[Stored dataset items]
━━━━━━

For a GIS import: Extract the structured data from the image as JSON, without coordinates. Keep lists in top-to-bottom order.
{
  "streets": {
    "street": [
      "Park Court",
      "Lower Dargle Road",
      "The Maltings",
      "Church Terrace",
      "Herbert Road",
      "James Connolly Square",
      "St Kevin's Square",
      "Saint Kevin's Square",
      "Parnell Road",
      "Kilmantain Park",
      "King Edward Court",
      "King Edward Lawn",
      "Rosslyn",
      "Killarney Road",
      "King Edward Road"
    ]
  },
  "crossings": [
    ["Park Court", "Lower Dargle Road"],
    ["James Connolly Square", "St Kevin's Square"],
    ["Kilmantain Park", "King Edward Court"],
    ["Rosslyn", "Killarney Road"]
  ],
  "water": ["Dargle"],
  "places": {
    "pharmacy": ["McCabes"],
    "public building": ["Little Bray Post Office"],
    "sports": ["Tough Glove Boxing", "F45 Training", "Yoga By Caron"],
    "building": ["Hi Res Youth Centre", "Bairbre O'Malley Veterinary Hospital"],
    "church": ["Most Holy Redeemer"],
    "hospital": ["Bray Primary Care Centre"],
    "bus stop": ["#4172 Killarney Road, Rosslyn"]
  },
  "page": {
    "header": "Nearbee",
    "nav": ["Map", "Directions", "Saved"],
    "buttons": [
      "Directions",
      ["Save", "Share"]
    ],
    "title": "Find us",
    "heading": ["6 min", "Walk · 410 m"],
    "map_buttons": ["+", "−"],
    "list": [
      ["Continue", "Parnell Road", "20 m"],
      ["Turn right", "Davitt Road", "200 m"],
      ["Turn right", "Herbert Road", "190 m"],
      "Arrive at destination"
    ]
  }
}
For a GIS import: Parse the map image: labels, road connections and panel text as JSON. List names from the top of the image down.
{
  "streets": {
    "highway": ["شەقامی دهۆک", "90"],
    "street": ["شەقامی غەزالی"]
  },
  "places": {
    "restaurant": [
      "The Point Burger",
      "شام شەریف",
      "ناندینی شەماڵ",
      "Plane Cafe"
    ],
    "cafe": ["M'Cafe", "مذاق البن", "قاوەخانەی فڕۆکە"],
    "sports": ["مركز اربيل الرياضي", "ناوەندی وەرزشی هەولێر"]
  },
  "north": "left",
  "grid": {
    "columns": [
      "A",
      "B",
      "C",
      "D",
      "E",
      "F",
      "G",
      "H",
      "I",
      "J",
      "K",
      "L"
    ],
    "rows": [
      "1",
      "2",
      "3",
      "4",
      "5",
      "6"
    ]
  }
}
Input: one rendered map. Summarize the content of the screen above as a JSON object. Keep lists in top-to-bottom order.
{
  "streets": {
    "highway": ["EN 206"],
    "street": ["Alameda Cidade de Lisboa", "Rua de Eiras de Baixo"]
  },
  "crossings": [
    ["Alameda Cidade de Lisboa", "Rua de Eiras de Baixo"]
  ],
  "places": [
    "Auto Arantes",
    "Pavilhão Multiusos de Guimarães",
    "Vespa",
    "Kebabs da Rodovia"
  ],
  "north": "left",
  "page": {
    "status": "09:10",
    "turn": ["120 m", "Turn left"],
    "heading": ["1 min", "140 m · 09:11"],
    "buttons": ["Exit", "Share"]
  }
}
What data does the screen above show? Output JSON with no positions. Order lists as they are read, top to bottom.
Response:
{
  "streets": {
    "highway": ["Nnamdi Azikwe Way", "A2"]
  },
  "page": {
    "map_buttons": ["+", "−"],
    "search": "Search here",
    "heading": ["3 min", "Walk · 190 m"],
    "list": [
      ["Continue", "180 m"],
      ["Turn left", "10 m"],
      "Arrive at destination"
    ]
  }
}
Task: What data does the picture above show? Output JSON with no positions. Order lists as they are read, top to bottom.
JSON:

━━━━━━

> **Problem description**:
Which lines above include the word "What"? Pick them out and copy them.

> **Task response**:
What data does the screen above show? Output JSON with no positions. Order lists as they are read, top to bottom.
Task: What data does the picture above show? Output JSON with no positions. Order lists as they are read, top to bottom.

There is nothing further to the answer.